• [ABOUT THIS TASK]
Please look for the string "page" below and report every line in which it occurs.

• [DATA LISTING]
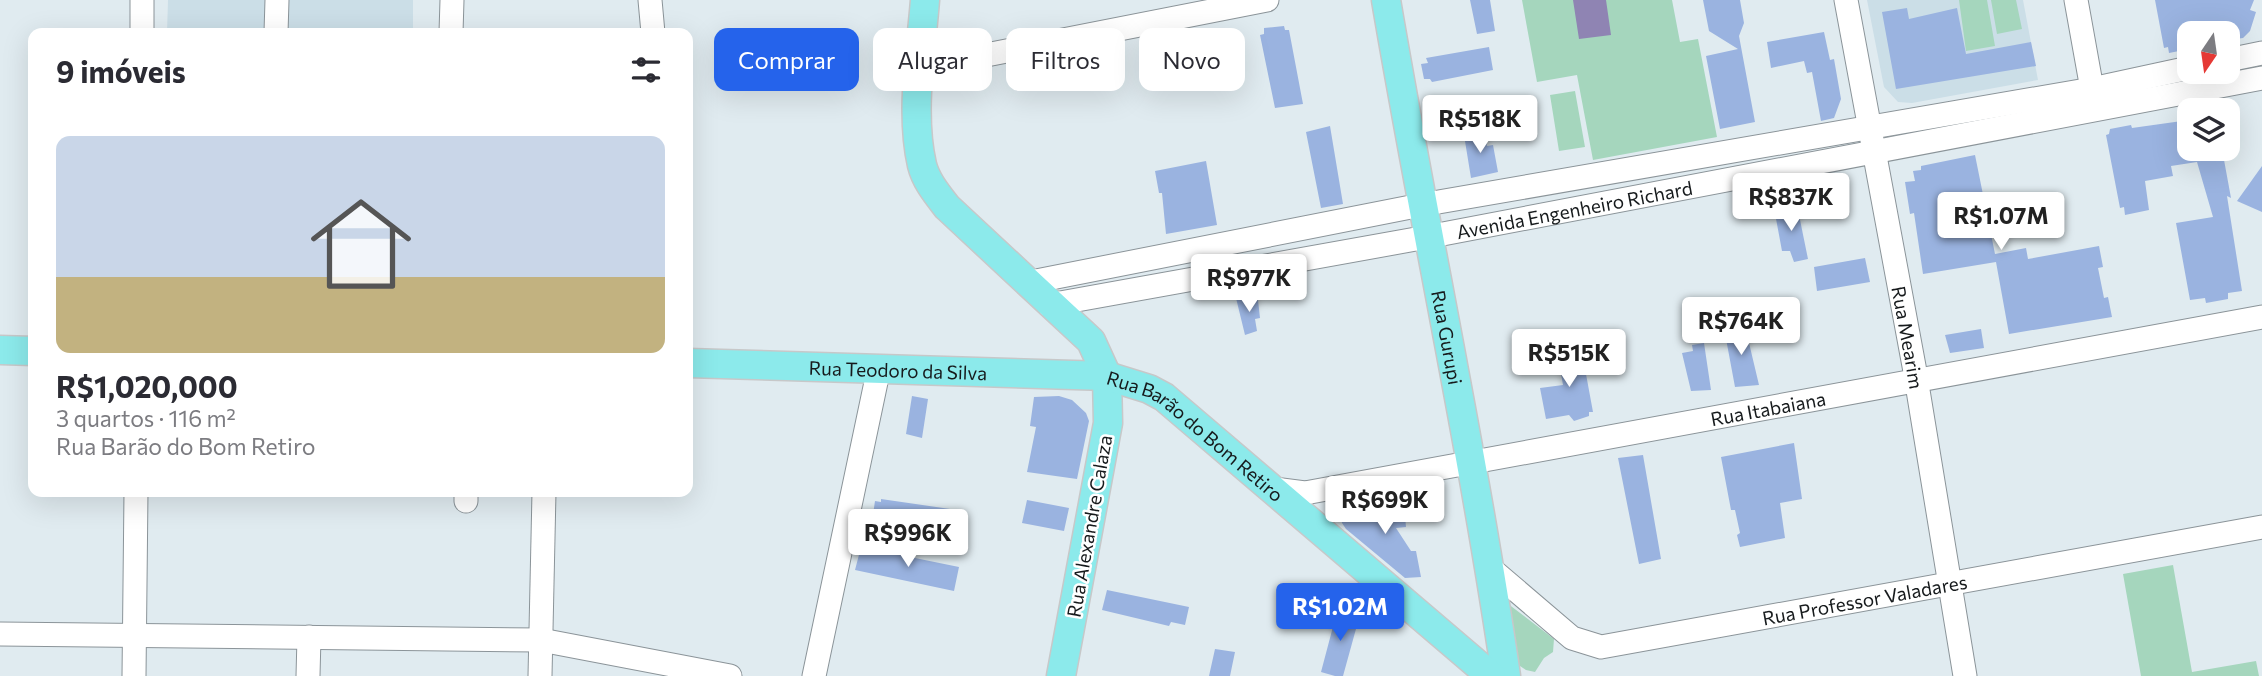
<!DOCTYPE html>
<html lang="pt">
<meta charset="utf-8">
<style>
:root{--surface:#fff;--page:#f2f2f3;--text:#2b2b33;--muted:#7c7c81;--accent:#2563eb}
body{margin:0;font-family:Commissioner,sans-serif;background:var(--page);color:var(--text);height:100vh;display:flex;flex-direction:column;font-size:26px;white-space:nowrap}
*{box-sizing:border-box;margin:0}
p{font-size:23px;color:var(--muted)}
.icon{flex:none;width:38px;height:38px;fill:none;stroke:currentColor;stroke-width:2;stroke-linecap:round;stroke-linejoin:round}
.map{position:relative;flex:1;overflow:hidden}
.sheet{position:absolute;left:28px;top:28px;width:665px;height:469px;display:flex;flex-direction:column;background:var(--surface);border-radius:14px;box-shadow:0 7px 28px #0002}
.sheet>*{flex:none}
.top-card{position:absolute;left:714px;top:28px;width:665px;height:63px;display:flex;gap:14px}
.needle{width:46px;rotate:193deg}
.controls{position:absolute;left:2177px;top:21px;display:grid;gap:14px}
.controls a{display:grid;place-items:center;width:63px;height:63px;border-radius:14px;background:var(--surface);box-shadow:0 7px 28px #0002;font-size:35px}
.price{position:absolute;translate:-50% -60px;padding:0 16px;border-radius:7px;background:#fff;color:#222;font-size:23px;line-height:46px;filter:drop-shadow(0 2px 4px #0008)}
.price::after{content:'';position:absolute;left:50%;top:42px;width:21px;height:16px;margin-left:-10px;background:inherit;clip-path:polygon(0 0,100% 0,50% 100%)}
.price.active{background:var(--accent);color:#fff}
ul{padding:0;list-style:none}
li{display:grid;align-content:center;gap:14px;height:371px;padding:0 28px}
li span{display:grid;place-items:center;height:217px;border-radius:14px;color:#555}
li>.icon{margin-inline-start:auto}
span .icon{width:126px;height:126px;fill:#fffc;stroke-width:1}
li b{font-size:30px}
h2{display:flex;justify-content:space-between;align-items:center;height:84px;padding:0 28px;font-size:30px}
.tag{padding:0 24px;border-radius:14px;background:var(--surface);box-shadow:0 7px 28px #0002;font-size:24px;line-height:63px}
.tag.active{background:var(--accent);color:#fff}
.map>svg:first-child{display:block}
.built{fill:#cbdee7}
.green{fill:#a5d6bd}
.water{fill:#8f84b3}
.building{fill:#9ab3e0}
.lines{fill:none;stroke-linecap:round;stroke-linejoin:round}
.minor-casing{stroke:#8b9499;stroke-width:25}
.major-casing{stroke:#c7c8c9;stroke-width:31}
.minor{stroke:#fff;stroke-width:23}
.major{stroke:#8ceaeb;stroke-width:28}
.labels{text-anchor:middle;dominant-baseline:central;stroke-width:5;stroke-linejoin:round;paint-order:stroke}
.street-label{font-size:19px;fill:#161a1c;stroke:#fff}
</style>
<div class="map">
<svg width="2262" height="676" viewBox="0 0 2262 676">
<rect width="100%" height="100%" fill="#e0ebf0"/>
<path class="built" d="M168 0H413V33H167Z
M1867 0H2023L2038 80 1912 103 1898 102 1884 87Z"/>
<path class="green" d="M1522 0H1672L1680 42 1698 39 1717 137 1593 160 1577 75 1537 82Z
M1959 0H1987L1995 46 1966 51Z
M1991 0H2016L2022 29 1997 34Z
M1575 91 1585 147 1559 151 1550 95Z
M2173 565 2192 672 2256 661 2259 676H2141L2123 574Z
M1499 597 1554 639 1553 652 1544 658 1535 672 1526 670 1505 656Z"/>
<path class="water" d="M1573 0H1606L1611 35 1579 39Z"/>
<path class="building" d="M1470 0H1490L1495 31 1477 34Z
M1703 0H1740L1744 23 1739 36 1755 122 1720 129 1706 56 1738 49 1709 31Z
M2155 0H2254L2250 10 2256 12 2250 31 2243 38 2228 40V33H2189V49L2169 53 2168 47 2164 48Z
M1907 8 1909 19 1957 8 1966 54 2031 42 2036 66 1896 89 1882 12Z
M1284 26 1285 30H1289L1303 104 1275 108 1260 35 1264 34V28Z
M1824 32 1830 60 1834 59 1841 99 1834 118 1821 121 1812 72 1807 73 1804 61 1771 68 1767 42Z
M1489 47 1493 70 1432 82 1430 79H1424L1421 64 1428 63 1426 58Z
M2189 120V149H2222L2231 198 2227 196 2242 291 2228 293V299L2206 303 2205 298 2190 300 2176 223 2213 217 2197 162 2171 166 2173 176 2145 181 2149 210 2125 215 2124 207 2120 208 2106 135 2109 134 2110 129 2131 125 2132 128Z
M1330 126 1343 204 1321 208 1306 132Z
M1484 132 1487 146 1493 145 1498 172 1471 178 1464 135Z
M1975 155 1995 254 2026 248 2028 259 2099 246 2103 267 2098 268 2104 298 2108 297 2112 317 2009 334 1996 262 1923 274 1914 213 1910 214 1905 182 1915 181 1913 171 1921 170V166Z
M1206 161 1217 225 1166 234 1162 193H1159L1155 171Z
M2262 166V212L2237 201Z
M1788 205 1789 212 1798 210 1808 259 1794 262 1790 251H1782L1774 208Z
M1865 258 1870 282 1817 291 1814 267Z
M1236 298 1258 300 1260 318 1255 319 1257 331 1245 335Z
M1745 326 1759 385 1735 387 1724 328Z
M1981 329 1984 348 1950 353 1945 335Z
M1704 343 1711 390 1691 391 1682 353 1693 351 1692 345Z
M1581 347 1593 412H1589V416L1574 421 1569 415 1546 419 1540 388 1563 385 1557 352Z
M912 396 928 399 922 438 906 434Z
M1059 396 1072 400 1086 413 1089 421 1077 479 1027 472 1036 427 1030 426 1034 397Z
M1794 443 1802 499 1780 503 1785 538 1740 547 1737 535 1740 533 1735 510H1731L1721 457Z
M1643 455 1661 559 1639 564 1618 458Z
M881 499 950 509V536L945 535 944 539 876 526 877 522 872 521 875 501 881 502Z
M1027 500 1069 508 1064 531 1022 523Z
M1397 502V505L1404 504 1406 527 1396 528 1411 551H1416L1421 577 1405 578 1346 529 1342 523 1340 514 1377 509V506Z
M861 547 959 567 954 591 855 570Z
M1107 590 1189 607 1185 625 1171 622 1169 626 1102 610Z
M1339 604 1359 618 1343 676H1335L1321 672Z
M1215 649 1235 652 1230 676H1209Z"/>
<g class="lines">
<g class="minor-casing">
<g id="minor">
<path d="M650 0 653 33"/>
<path id="s1" d="M1846 0 1914 366 1965 676"/>
<path d="M2076 0 2092 89"/>
<path d="M142 33V0"/>
<path d="M276 33 277 0"/>
<path d="M451 33 452 0"/>
<path d="M2228 60 2262 53"/>
<path d="M920 68 1267 0"/>
<path d="M1026 283 1421 205 2092 89 2189 68"/>
<path id="s2" d="M1049 305 1427 237 2262 78"/>
<path id="s3" d="M1274 489 1305 493 2262 317"/>
<path d="M466 501V492"/>
<path id="s4" d="M1490 568 1572 638 1601 647 2262 527"/>
<path d="M0 634 541 640 730 676"/>
<path d="M134 676 136 492"/>
<path d="M308 676 309 637"/>
<path d="M540 676 544 492"/>
<path d="M814 676 879 368"/>
</g>
</g>
<g class="major-casing">
<g id="major">
<path d="M925 0C921 52 910 113 922 165 926 181 937 194 947 207L1091 341 1107 376 1108 423 1061 676"/>
<path id="s5" d="M1386 0C1424 225 1473 450 1506 676"/>
<path d="M0 350 33 351"/>
<path id="s6" d="M688 363 1107 376 1149 389 1164 397 1491 676"/>
</g>
</g>
<use href="#minor" class="minor"/>
<use href="#major" class="major"/>
</g>
<g class="labels">
<g class="street-label">
<text stroke="none"><textPath href="#s2" startOffset="534">Avenida Engenheiro Richard</textPath></text>
<text stroke="none"><textPath href="#s5" startOffset="343">Rua Gurupi</textPath></text>
<text stroke="none"><textPath href="#s1" startOffset="343">Rua Mearim</textPath></text>
<text stroke="none"><textPath href="#s6" startOffset="210">Rua Teodoro da Silva</textPath></text>
<text stroke="none"><textPath href="#s3" startOffset="502">Rua Itabaiana</textPath></text>
<text stroke="none"><textPath href="#s6" startOffset="527">Rua Barão do Bom Retiro</textPath></text>
<text transform="translate(1089 526) rotate(-80)">Rua Alexandre Calaza</text>
<text stroke="none"><textPath href="#s4" startOffset="406">Rua Professor Valadares</textPath></text>
</g>
</g>
</svg>
<div class="controls">
<a><svg class="needle" viewBox="-14 -14 28 28"><path d="M0-13l5 13h-10z" fill="#e53935"/><path d="M0 13l5-13h-10z" fill="#7c7c81"/></svg></a>
<a><svg class="icon" aria-label="layers" viewBox="0 0 24 24"><path d="M12 4l9 5-9 5-9-5zM3 14l9 5 9-5"/></svg></a>
</div>
<b class="price" style="left:1480px;top:155px">R$518K</b>
<b class="price" style="left:1791px;top:233px">R$837K</b>
<b class="price" style="left:2001px;top:252px">R$1.07M</b>
<b class="price" style="left:1249px;top:314px">R$977K</b>
<b class="price" style="left:1741px;top:357px">R$764K</b>
<b class="price" style="left:1569px;top:389px">R$515K</b>
<b class="price" style="left:1385px;top:536px">R$699K</b>
<b class="price" style="left:908px;top:569px">R$996K</b>
<b class="price active" style="left:1340px;top:643px">R$1.02M</b>
<div class="top-card">
<a class="tag active">Comprar</a>
<a class="tag">Alugar</a>
<a class="tag">Filtros</a>
<a class="tag">Novo</a>
</div>
<section class="sheet">
<h2>9 imóveis<svg class="icon" aria-label="filters" viewBox="0 0 24 24"><path d="M4 7h16M4 17h16"/><circle cx="9" cy="7" r="2"/><circle cx="15" cy="17" r="2"/></svg></h2>
<ul>
<li><span style="background:linear-gradient(#c9d6e8 65%,#c2b280 0)"><svg class="icon" aria-label="home" viewBox="0 0 24 24"><path d="M3 11l9-7 9 7M6 9v11h12V9"/></svg></span><div><b>R$1,020,000</b><p>3 quartos · 116 m²</p><p>Rua Barão do Bom Retiro</p></div></li>
</ul>
</section>
</div>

• [EXERCISE RESPONSE]
:root{--surface:#fff;--page:#f2f2f3;--text:#2b2b33;--muted:#7c7c81;--accent:#2563eb}
body{margin:0;font-family:Commissioner,sans-serif;background:var(--page);color:var(--text);height:100vh;display:flex;flex-direction:column;font-size:26px;white-space:nowrap}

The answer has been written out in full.